Traditionally, data centers have thrown more hardware at this problem. Ultimately, they over provision to make sure they have enough performance to satisfy peak periods of demand. This includes scaling out with more and more servers filled with hard drives, quite often short stroking the hard drives to minimize latency. While hard drive costs are reasonable, this massive scale out increases power, cooling and management costs. The figure below shows an example of the disparity between capacity requirements and performance requirements. Achieving capacity goals with HDDs is quite easy, but given that individual high performance HDDs are only able to achieve about 200 random IOPS, it takes quite a few HDDs to meet performance goals of modern database applications.
Today, storage companies are pushing all flash arrays as the solution to this challenge. This addresses both the performance issue as well as the power and cooling, but now massive amounts of non-active (cold) data are stored on your most expensive storage media. In addition, not all applications need flash performance. Adding all flash is just another form of overprovisioning with a significantly higher cost penalty.
The ideal solution needs the ability to match workload demands with appropriate storage resources on the fly, as they are needed. Depending on the application, this could be memory class storage or high performance flash such as NVMe and cost effective SAS/SATA SSDs.

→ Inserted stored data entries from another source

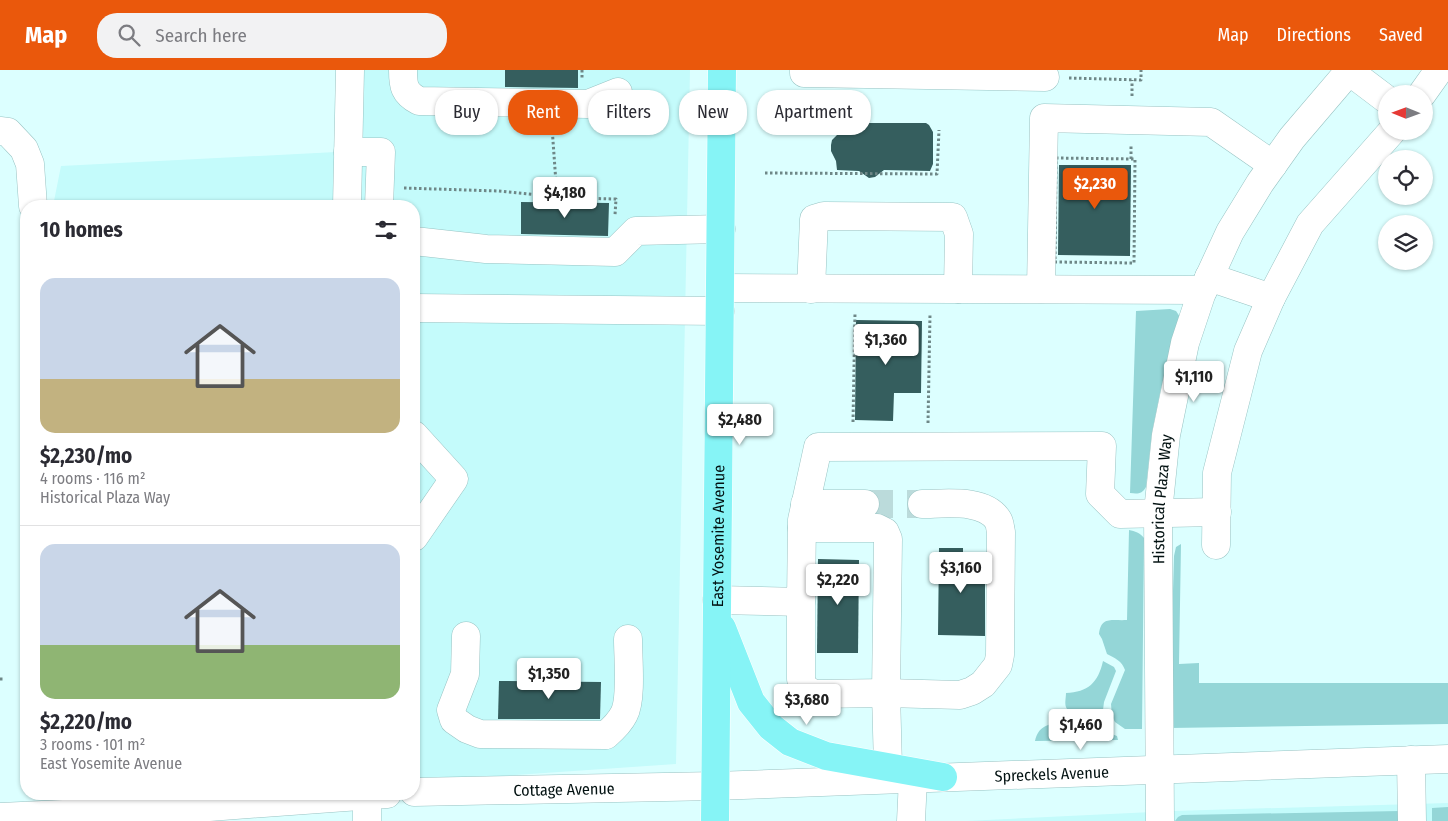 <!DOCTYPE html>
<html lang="en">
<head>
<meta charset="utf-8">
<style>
	body { margin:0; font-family:"Fira Sans Condensed",sans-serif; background:#f2f2f3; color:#2b2b33; height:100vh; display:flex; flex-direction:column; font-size:19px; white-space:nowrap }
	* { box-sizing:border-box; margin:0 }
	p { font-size:16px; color:#7c7c81 }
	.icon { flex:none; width:28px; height:28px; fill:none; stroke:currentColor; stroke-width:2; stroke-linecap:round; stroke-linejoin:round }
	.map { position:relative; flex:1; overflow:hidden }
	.details { position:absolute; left:20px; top:130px; width:400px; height:600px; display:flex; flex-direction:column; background:#fff; border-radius:20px; box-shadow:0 1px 4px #0004 }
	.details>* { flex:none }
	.guide { position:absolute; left:435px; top:20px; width:475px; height:45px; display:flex; gap:10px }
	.needle { width:32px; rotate:271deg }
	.fabs { position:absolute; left:1378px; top:15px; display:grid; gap:10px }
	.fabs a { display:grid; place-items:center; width:55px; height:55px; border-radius:50%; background:#fff; box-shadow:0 1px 4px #0004; font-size:25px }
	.price { position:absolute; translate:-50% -42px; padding:0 11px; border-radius:5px; background:#fff; color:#222; font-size:16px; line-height:32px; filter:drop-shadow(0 1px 2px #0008) }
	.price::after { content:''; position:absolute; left:50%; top:30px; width:15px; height:11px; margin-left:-8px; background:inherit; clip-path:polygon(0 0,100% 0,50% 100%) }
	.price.on { background:#ea580c; color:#fff }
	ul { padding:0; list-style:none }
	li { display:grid; align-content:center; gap:10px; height:265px; padding:0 20px }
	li+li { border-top:1px solid #e1e1e2 }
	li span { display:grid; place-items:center; height:155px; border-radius:15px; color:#555 }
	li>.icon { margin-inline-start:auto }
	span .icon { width:90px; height:90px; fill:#fffc; stroke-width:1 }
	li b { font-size:21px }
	h2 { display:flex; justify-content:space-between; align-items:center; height:60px; padding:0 20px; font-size:21px }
	.tag { padding:0 18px; border-radius:20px; background:#fff; box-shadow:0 1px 4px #0004; font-size:18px; line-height:45px }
	.tag.on { background:#ea580c; color:#fff }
	header { display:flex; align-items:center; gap:30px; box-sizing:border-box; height:70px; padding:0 25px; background:#ea580c; color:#fff }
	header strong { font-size:24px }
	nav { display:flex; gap:28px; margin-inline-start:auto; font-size:18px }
	.search { width:350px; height:45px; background:#f2f2f3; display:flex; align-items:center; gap:12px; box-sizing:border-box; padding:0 18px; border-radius:20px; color:#7c7c81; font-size:19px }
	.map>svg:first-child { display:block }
	.built { fill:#c4fbfb }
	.green { fill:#94d6d7 }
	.building { fill:#355e5e }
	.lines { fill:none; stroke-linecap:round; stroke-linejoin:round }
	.minor-tunnel { stroke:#bbdbdb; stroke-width:28; stroke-dasharray:28 14; stroke-linecap:butt }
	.minor-casing { stroke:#98c3c3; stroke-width:29 }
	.major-casing { stroke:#fff; stroke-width:29 }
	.path { stroke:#6e8787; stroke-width:3; stroke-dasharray:2.5 2.5; stroke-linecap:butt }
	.minor { stroke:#fff; stroke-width:28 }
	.major { stroke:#86f4f6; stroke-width:28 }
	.labels { text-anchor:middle; stroke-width:5; stroke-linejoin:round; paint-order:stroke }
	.street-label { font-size:16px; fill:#021111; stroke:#dcffff }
</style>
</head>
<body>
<header>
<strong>Map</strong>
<div class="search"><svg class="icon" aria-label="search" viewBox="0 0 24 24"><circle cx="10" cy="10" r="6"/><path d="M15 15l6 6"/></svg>Search here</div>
<nav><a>Map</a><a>Directions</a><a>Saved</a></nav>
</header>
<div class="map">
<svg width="1448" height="751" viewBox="0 0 1448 751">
	<rect width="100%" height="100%" fill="#dcffff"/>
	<g class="built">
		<polygon points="337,0 690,0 676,694 414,712 414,136 53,136 61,96 336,82"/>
		<polygon points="44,724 158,724 44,728"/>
		<polygon points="1448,733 1448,751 966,751 1173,741"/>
	</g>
	<g class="green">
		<path d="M1170 239 1176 241 1180 247 1161 318 1152 362 1146 417C1142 424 1138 424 1130 423L1136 241Z"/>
		<path d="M1129 460C1135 461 1140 463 1144 468L1142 659H1125L1115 652 1112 646 1111 634 1125 600C1122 591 1115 588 1107 584L1102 569 1099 564C1101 546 1112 551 1127 550Z"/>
		<polygon points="1181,474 1179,594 1199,593 1199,613 1448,613 1448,654 1169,658 1174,486 1176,477"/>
		<path d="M1103 591 1114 597 1116 601 1104 632 1103 640 1104 647 1101 651C1091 650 1071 649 1067 639 1064 635 1066 628 1066 623 1088 622 1098 613 1103 591Z"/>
		<path d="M1059 653C1068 653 1075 658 1084 660 1095 662 1106 661 1117 666L1118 670 1035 671C1038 657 1047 654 1059 653Z"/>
		<polygon points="1448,737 1448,751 1432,751 1432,738"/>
		<polygon points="1400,741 1400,751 1175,751 1178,747 1182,745"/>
	</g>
	<g class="building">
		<polygon points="505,0 578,0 578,18 505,17"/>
		<polygon points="845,53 926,53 929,55 933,62 933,94 930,101 884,100 875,107 869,108 859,101 837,100 836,91 831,81 831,75 832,70 837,65 837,55"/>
		<polygon points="1059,95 1131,95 1130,186 1058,185"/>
		<polygon points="521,132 609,133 608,166 521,164"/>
		<polygon points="856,250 922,251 921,323 894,323 893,351 855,350"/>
		<polygon points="939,478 963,478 963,488 985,488 985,566 938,565"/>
		<polygon points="818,489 859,490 858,583 817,583"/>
		<polygon points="499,611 601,612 600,649 498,649"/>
	</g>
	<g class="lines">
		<polyline class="minor-tunnel" points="865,434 922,434"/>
		<g class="minor-casing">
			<g id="minor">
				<path d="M403 0C403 16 404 23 419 31L588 34 618 22"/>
				<polyline points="804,0 804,3 1045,7"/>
				<polyline points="1349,1 1386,29"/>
				<polyline points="1422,24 1439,0"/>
				<polyline points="0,61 8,62 24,79 30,94 33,136"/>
				<polyline points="348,82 381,82 379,136"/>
				<polyline points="347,136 350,0"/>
				<polyline points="414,171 486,179 615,182 636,161 721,159"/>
				<polyline points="1209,207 1271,228"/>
				<polyline points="721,218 1203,220"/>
				<polyline points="811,219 814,149 824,146 953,147 959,164 958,219"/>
				<polyline points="1041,219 1044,48 1211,52 1273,95"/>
				<polyline points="414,238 720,241"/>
				<polyline points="414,365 454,409 414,467"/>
				<polyline points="805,434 865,434"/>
				<polyline points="802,458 877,458 885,462 888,469 886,623 888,697"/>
				<polyline points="1216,475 1217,403 1248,281 1271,228 1310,154 1392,61"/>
				<polyline points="717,530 801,532 802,450 818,377 1102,376 1100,424 1120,444 1217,442"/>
				<path d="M801 532V609L804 619 815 624 886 623 960 625 972 621 983 614 998 595 1000 585 1001 462C1000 458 1000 453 998 450 984 428 944 434 922 434"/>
				<path d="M466 566 465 604 451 640 454 650 467 659 480 664 606 665C613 659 620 652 624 644 632 629 628 588 628 569"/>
				<polyline points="1411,690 1412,751"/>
				<path id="s1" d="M414 722 715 716 1448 689"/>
				<polyline points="0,747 209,737 387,724"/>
				<polyline points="367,751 367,725"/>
				<polyline points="911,751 913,709"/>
				<path id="s2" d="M1160 751 1158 442 1166 365 1185 273 1201 225 1230 162 1260 113 1292 68 1350 0"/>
			</g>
		</g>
		<g class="major-casing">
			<g id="major">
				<polyline points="722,558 751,632 771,657 790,672 826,686 943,707"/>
				<path id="s3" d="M715 751 722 0"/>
			</g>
		</g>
		<g class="path">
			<polyline points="582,0 582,9"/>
			<polyline points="1069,8 1141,10 1141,0"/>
			<polyline points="1132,26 1132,10"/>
			<polyline points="552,57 557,127"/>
			<polygon points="1056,88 1135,89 1134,193 1055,192"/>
			<polyline points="1131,89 1131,75"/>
			<polyline points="765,103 937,104 939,60"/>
			<polyline points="404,118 498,121 572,128 616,129 615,145"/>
			<polyline points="853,352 855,243"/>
			<polyline points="928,353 930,244"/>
			<polyline points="0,609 4,609"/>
		</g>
		<use href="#minor" class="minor"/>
		<use href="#major" class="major"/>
	</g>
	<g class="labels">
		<g class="street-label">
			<text dy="6" stroke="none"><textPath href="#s2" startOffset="322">Historical Plaza Way</textPath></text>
			<text dy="6" stroke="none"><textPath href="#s3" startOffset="285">East Yosemite Avenue</textPath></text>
			<text dy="6" stroke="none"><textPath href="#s1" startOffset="638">Spreckels Avenue</textPath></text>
			<text dy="6" stroke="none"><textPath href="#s1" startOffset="150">Cottage Avenue</textPath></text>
		</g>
	</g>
</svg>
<div class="fabs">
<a><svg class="needle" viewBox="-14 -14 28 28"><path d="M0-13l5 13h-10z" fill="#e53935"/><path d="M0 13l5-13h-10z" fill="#7c7c81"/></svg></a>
<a><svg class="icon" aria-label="locate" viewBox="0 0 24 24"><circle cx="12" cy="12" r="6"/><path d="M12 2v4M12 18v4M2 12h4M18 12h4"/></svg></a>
<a><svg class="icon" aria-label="layers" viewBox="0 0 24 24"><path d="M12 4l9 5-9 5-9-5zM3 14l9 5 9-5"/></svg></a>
</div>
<b class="price on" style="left:1095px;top:140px">$2,230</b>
<b class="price" style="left:565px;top:149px">$4,180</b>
<b class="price" style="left:886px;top:296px">$1,360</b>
<b class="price" style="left:1194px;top:333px">$1,110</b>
<b class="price" style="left:740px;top:376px">$2,480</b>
<b class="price" style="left:961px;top:524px">$3,160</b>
<b class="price" style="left:838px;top:536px">$2,220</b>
<b class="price" style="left:549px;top:630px">$1,350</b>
<b class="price" style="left:807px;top:656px">$3,680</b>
<b class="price" style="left:1081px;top:681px">$1,460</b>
<div class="guide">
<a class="tag">Buy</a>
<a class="tag on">Rent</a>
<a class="tag">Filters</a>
<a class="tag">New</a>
<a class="tag">Apartment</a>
</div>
<section class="details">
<h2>10 homes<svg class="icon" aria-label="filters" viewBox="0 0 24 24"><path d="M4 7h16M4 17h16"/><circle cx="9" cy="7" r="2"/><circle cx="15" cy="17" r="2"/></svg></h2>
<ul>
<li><span style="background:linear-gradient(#c9d6e8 65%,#c2b280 0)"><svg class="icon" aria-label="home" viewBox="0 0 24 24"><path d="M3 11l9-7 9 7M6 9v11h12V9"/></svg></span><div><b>$2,230/mo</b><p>4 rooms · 116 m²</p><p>Historical Plaza Way</p></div></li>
<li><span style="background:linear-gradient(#c9d6e8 65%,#8fb573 0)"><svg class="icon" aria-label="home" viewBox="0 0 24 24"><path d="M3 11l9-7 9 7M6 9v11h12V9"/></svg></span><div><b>$2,220/mo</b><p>3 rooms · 101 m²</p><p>East Yosemite Avenue</p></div></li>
</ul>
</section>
</div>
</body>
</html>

The fast media would be allocated in the proper amount to match the size of the active working set, while keeping the remaining data stored cost efficiently. In essence, this is the virtualization of datacenter storage. You can draw an analogy with server virtualization, which parses our available processor resources to multiple virtual machines; datacenter storage virtualization parses out available performance storage resources to multiple physical machines.
This brings up the major challenge – how do you identify the active working set? Without this capability, and being able to do it in real time, matching fluctuating workloads with the appropriate storage resources becomes a moot point. This leaves us guessing. For example, based on history, a typical application has 5-10% of its data active. With the Internet of things and all of the new data constantly being created, it will not be safe to bet on history, as we have already stated, “The only thing that is constant is change.” The optimal solution not only identifies actual working sets in real time, but also dynamically provisions the workloads that need them.
Enmotus is developing Storage Automation and Analytics software (SAA), a new class of software that dynamically identifies the actual active data set of applications and then automatically applies the appropriate storage resources in order to optimize performance while containing costs.
The video below demonstrates a virtual storage volume adapting to a new workload, and shows how flash storage resources are allocated to the working set. This example depicts an entire volume, divided into 64 segments. The blue color is the portion of he volume mapped to cost effective capacity media and the red is the flash performance media. As the volume becomes active, the location of the activity can be seen, and the flash resources are allocated to the area of the volume with the activity.
Monitoring this activity using spatial and time analytics provides the active data usage. Once the initial baseline is determined, just the right amount of fast storage media can be added or removed from the active data volume.
The foundation of SAA is a device analytics engine that monitors and collects metrics at the device (drive) and node level. In a datacenter, it can collect device level metrics including SMART information, node performance metrics, as well as capacity usage. This information is invaluable in managing physical devices, identifying performance issues and potential failures. Time related drive management is one of a data center managers biggest pain points. At the node level, performance can be recorded in a centralized database. When thresholds are exceeded, alerts are sent to allow actions to be taken to increase performance.
Knowledge is power. Understanding change as it occurs and adapting to it dynamically has great benefits for data centers. Simplifying management saves operating expenses, while knowing exactly how much performance each application needs, and allocating the right amount of resources to those applications prevents overprovisioning, which saves capital resources.